In 2009, when NFL Commissioner Roger Goodell idiotically said Rush Limbaugh would not be welcome as an NFL owner because “we’re all held to a high standard here.”
Goodell said Limbaugh’s six-year-old comment about McNabb all but made him ineligible to be an NFL owner, all of whom apparently are too virtuous to let on, even subtly, that the NFL had a racist past. As reported by the New York Times:
“I’ve said many times before, we’re all held to a high standard here,” Goodell said. Then he continued: “I would not want to see those comments coming from people who are in a responsible position in the NFL –- absolutely not.
…”The comments Rush made specifically about Donovan, I disagree with very strongly,” Goodell said. “It’s a polarizing comment that we don’t think reflect accurately on the N.F.L. or our players. I obviously do not believe those comments are positive and they are divisive. That’s a negative thing for us, obviously.”
Compare Goodell’s comments to the entirely of Limbaugh’s quote, above, and you’ll see they don’t match. It’s like Goodell isn’t really thinking about what Limbaugh actually said.
Could there be something else at play?
Goodell wasn’t the only censor in the bunch. Also as reported by the Times:
…the Colts’ Jim Irsay, indicated which way he would vote - a definitive no.
“I, myself, couldn’t even consider voting for him,” said Irsay, who feels Limbaugh “demonizes individuals with his commentary.”
Said Irsay: “When there are comments that have been made that are inappropriate, incendiary and insensitive… our words do damage and it’s something that we don’t need.”

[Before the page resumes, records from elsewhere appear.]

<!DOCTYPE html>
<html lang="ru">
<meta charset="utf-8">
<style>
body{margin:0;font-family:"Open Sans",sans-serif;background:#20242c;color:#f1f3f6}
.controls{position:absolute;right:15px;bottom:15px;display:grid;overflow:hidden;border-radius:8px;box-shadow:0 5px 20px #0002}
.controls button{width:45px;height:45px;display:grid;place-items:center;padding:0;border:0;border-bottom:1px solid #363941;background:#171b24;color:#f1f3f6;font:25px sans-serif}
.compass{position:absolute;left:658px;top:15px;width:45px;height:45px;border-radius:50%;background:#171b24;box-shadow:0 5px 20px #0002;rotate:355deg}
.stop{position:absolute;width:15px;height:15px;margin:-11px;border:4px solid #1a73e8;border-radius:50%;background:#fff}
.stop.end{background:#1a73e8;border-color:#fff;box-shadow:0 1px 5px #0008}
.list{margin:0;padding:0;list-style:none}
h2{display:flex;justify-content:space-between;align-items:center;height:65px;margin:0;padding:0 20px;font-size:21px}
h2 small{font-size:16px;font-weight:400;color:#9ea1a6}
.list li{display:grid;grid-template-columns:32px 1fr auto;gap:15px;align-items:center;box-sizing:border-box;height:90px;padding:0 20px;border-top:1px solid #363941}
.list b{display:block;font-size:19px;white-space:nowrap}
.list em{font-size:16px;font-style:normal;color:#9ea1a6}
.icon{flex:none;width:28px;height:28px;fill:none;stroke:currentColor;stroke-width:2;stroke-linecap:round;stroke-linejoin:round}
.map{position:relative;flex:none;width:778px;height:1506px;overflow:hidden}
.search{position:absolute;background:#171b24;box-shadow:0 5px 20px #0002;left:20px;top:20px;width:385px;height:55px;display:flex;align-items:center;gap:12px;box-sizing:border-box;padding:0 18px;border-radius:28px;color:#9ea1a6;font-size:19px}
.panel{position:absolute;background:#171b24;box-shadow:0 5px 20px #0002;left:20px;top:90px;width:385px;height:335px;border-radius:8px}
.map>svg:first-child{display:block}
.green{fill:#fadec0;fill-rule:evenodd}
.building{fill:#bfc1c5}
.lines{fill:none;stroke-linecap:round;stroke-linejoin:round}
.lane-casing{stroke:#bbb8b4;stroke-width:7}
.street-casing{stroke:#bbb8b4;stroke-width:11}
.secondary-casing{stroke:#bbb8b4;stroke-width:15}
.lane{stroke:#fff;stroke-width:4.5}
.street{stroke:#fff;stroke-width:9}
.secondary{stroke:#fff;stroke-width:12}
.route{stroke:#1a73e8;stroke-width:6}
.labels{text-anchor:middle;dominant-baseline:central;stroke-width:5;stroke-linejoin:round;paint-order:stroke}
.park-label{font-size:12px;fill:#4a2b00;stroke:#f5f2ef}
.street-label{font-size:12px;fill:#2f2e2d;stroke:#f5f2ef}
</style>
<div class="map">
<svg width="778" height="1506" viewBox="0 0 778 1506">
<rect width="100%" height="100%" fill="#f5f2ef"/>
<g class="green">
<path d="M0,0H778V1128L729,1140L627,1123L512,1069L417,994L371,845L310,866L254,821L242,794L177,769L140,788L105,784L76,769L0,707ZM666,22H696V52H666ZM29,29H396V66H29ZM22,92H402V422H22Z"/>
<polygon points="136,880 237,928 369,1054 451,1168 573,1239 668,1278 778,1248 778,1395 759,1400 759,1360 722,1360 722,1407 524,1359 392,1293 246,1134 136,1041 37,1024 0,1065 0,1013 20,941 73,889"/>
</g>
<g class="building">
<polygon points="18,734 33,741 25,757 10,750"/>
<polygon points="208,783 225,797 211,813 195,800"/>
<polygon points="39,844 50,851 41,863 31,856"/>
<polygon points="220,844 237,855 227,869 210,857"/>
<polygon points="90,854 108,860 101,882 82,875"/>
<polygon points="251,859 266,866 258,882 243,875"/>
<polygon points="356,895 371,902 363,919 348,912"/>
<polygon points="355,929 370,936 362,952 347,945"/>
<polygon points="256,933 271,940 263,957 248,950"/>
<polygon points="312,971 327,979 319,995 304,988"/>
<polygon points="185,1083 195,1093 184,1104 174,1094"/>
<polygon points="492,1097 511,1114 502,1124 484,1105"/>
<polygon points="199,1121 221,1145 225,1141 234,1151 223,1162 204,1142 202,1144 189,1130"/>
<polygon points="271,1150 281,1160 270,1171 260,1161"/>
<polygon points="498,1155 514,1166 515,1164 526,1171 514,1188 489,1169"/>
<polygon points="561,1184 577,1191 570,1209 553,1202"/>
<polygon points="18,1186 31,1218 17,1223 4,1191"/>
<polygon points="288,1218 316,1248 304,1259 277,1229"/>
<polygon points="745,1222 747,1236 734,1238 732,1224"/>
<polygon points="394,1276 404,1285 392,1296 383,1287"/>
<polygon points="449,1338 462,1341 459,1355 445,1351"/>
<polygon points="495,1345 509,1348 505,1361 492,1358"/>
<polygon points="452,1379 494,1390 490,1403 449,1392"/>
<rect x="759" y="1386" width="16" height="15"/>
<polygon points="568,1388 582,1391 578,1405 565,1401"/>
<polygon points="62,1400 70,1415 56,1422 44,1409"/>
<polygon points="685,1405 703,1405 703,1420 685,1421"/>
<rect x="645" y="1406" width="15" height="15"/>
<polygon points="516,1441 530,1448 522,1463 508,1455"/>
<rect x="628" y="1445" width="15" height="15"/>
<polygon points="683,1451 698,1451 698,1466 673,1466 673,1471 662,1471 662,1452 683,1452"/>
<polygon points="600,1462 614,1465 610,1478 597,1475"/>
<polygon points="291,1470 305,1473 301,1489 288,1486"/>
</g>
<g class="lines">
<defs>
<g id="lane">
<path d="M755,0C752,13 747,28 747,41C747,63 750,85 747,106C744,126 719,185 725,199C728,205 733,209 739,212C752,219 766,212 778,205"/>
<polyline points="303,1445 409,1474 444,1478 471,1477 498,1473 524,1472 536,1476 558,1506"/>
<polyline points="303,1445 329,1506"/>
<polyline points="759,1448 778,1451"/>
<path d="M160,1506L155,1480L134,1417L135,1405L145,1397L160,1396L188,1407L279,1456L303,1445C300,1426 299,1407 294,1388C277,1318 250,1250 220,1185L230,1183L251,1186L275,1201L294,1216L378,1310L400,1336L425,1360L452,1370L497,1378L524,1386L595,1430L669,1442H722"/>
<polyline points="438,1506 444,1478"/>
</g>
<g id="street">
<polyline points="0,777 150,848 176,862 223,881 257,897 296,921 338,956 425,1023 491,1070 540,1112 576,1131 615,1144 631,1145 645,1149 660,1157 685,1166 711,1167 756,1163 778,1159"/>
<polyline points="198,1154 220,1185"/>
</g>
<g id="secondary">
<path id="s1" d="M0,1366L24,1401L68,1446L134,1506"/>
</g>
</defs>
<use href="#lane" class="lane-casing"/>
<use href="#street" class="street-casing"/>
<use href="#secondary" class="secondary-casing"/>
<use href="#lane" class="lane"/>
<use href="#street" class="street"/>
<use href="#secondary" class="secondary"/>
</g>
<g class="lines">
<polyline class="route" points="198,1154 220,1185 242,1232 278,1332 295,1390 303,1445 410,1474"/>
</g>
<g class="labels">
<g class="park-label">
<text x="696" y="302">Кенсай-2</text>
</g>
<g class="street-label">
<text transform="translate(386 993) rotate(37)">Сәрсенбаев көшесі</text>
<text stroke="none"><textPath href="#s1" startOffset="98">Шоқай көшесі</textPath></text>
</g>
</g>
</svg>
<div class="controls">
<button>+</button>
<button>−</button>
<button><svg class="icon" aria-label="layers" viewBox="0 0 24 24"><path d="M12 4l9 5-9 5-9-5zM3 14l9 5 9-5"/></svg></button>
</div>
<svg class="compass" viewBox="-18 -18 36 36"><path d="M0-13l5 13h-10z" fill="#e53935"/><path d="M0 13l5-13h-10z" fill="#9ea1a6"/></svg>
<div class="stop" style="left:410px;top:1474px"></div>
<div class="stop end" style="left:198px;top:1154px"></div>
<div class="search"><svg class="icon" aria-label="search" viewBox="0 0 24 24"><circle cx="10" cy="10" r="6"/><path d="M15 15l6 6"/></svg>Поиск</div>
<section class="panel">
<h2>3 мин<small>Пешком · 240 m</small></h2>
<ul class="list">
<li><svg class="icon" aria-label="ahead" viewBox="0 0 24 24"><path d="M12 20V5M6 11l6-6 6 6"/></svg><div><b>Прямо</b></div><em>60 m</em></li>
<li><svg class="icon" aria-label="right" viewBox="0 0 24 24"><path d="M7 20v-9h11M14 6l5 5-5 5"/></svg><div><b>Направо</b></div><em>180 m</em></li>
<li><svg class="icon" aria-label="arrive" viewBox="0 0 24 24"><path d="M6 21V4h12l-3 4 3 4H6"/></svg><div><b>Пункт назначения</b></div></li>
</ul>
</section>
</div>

In 2003, the owner of the Philadelphia Eagles, Jeffrey Lurie, said that merely to hire Limbaugh, a conservative talk show host, as a commentator, is evidence of ‘institutional racism’ at ESPN. As I said at the time, “Imagine that — merely hiring a conservative as a sport commentator is evidence of ‘institutional racism.’”
Sportswriters were equally intolerant and offensive in their remarks about Limbaugh, who represents the views of tens of millions of mainstream conservatives:
Chicago Sun-Times, 10/4/2003: “This league with such a shameless record on affirmative action was now getting its sociology lessons from a man who would probably, under a polygraph, disavow the Emancipation Proclamation….”

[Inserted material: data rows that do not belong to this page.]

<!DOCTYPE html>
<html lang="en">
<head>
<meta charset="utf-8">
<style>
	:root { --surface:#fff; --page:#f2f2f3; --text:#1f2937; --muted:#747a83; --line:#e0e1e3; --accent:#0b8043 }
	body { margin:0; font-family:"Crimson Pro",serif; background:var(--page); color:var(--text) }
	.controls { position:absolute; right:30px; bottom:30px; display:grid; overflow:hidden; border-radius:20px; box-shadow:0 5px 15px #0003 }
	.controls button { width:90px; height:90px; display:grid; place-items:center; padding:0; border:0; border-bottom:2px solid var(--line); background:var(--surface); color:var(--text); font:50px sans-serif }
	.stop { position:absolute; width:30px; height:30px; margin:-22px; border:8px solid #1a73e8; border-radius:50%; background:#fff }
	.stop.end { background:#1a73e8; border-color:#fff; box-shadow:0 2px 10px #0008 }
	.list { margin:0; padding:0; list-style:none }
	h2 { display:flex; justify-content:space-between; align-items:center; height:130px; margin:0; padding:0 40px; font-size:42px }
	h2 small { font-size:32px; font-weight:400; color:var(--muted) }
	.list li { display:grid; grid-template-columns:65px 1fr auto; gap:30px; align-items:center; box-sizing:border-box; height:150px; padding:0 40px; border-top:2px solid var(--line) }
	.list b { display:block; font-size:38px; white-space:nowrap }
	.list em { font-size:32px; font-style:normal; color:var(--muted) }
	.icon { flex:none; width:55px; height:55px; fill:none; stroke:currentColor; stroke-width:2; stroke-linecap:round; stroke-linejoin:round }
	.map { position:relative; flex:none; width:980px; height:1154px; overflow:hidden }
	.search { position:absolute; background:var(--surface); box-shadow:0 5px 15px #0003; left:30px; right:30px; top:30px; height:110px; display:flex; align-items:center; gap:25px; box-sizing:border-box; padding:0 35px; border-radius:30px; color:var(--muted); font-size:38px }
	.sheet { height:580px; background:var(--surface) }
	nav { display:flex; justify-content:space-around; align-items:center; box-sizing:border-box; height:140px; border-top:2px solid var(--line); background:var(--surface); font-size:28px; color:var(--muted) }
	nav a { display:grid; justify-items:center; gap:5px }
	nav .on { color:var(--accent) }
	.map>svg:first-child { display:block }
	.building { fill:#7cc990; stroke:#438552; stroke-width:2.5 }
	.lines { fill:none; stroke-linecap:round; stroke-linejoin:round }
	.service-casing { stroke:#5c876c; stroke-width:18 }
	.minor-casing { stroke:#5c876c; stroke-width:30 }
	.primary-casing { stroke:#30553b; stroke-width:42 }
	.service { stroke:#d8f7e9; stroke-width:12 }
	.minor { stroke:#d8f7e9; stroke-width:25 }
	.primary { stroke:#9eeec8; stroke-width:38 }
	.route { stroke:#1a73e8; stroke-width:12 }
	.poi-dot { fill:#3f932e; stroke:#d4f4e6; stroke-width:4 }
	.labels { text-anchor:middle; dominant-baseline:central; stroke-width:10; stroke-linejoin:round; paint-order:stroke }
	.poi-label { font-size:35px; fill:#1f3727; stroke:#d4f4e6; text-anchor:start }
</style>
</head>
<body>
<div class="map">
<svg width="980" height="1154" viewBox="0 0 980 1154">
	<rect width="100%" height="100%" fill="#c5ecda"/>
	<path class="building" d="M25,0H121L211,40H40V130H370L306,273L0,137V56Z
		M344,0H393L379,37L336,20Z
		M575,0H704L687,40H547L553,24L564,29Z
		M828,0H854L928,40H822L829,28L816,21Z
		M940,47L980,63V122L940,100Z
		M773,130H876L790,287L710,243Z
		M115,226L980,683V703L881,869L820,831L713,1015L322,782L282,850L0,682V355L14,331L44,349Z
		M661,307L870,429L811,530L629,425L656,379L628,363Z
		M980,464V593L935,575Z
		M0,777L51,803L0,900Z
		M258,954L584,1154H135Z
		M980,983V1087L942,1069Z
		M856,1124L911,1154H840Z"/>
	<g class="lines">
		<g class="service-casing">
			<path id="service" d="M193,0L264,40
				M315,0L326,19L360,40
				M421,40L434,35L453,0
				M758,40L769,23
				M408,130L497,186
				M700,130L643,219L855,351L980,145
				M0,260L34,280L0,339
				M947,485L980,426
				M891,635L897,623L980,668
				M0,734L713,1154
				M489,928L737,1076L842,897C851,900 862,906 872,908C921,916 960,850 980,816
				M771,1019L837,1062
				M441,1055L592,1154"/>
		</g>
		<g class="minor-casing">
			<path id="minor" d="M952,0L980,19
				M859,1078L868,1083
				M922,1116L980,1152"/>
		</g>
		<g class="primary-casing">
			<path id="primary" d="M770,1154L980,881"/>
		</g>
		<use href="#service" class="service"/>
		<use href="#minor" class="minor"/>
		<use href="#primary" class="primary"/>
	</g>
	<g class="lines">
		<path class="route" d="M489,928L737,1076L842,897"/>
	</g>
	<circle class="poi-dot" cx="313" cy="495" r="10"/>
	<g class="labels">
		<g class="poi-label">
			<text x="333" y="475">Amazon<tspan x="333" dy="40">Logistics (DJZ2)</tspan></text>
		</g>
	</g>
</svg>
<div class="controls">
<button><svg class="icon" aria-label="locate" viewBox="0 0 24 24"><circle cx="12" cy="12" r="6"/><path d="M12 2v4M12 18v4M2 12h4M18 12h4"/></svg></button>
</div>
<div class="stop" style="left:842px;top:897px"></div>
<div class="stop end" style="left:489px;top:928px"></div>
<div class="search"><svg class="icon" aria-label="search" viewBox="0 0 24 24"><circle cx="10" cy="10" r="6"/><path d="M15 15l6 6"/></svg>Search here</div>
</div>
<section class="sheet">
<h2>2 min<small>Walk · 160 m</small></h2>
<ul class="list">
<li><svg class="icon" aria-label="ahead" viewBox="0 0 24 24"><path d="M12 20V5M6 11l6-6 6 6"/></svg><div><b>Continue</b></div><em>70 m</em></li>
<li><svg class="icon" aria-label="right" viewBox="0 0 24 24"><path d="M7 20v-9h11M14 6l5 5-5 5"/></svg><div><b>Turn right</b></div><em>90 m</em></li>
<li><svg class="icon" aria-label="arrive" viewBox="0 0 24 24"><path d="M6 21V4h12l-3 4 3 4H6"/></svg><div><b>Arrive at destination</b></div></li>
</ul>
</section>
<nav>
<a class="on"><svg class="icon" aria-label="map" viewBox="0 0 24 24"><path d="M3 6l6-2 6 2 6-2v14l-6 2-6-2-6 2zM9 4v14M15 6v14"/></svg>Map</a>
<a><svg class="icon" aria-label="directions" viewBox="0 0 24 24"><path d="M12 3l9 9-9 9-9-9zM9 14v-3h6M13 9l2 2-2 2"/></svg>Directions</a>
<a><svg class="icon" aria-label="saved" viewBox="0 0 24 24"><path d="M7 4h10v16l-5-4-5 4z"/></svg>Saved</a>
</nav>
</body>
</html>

New York Daily News, 10/2/03: “Strip away all Limbaugh’s media (I’m surprised he didn’t say “liberal media”) mumbo-jumbo and what you have is someone who believes McNabb is an inadequate quarterback because he is black.”
St. Louis Post-Dispatch, 10/4/03: “You didn’t know when, you didn’t know where, but you knew sooner or later, he was going to trot out his racist political venom. …the suits at ESPN… should have known exactly what that political agenda was based on a body of work that suggests - heck it fairly screamed - that Limbaugh was a mean-spirited, liberal-bashing, feminist-bashing, gay-bashing, minority-bashing blowhard who spent a great deal of energy ripping everyone who doesn’t look or think like him.”
NBC Sports: “[Limbaugh’s] fun isn’t in the game. It’s in inflicting his political agenda on a gullible public willing to subcontract their thinking to him. Part of that agenda is based on the basest xenophobic instincts of the human species. It’s about ‘them’ and ‘us,’ and the bad guys just happen to be foreigners and minorities.”
Limbaugh was tossed off ESPN, effectively banned from owning an NFL team and vilified by the sports weenies for being honest and for being conservative. Costas still has his job. Yet silly Salon thinks we’re unfair to Costas.
But what should we expect from an emotive electronic rag that, right next to the Limbaugh/Costas story, was teasing this story: “Remember that time Little Richard was on ‘Blossom’?”
Salon: Home to the airhead demographic, and predictably wrong about Limbaugh.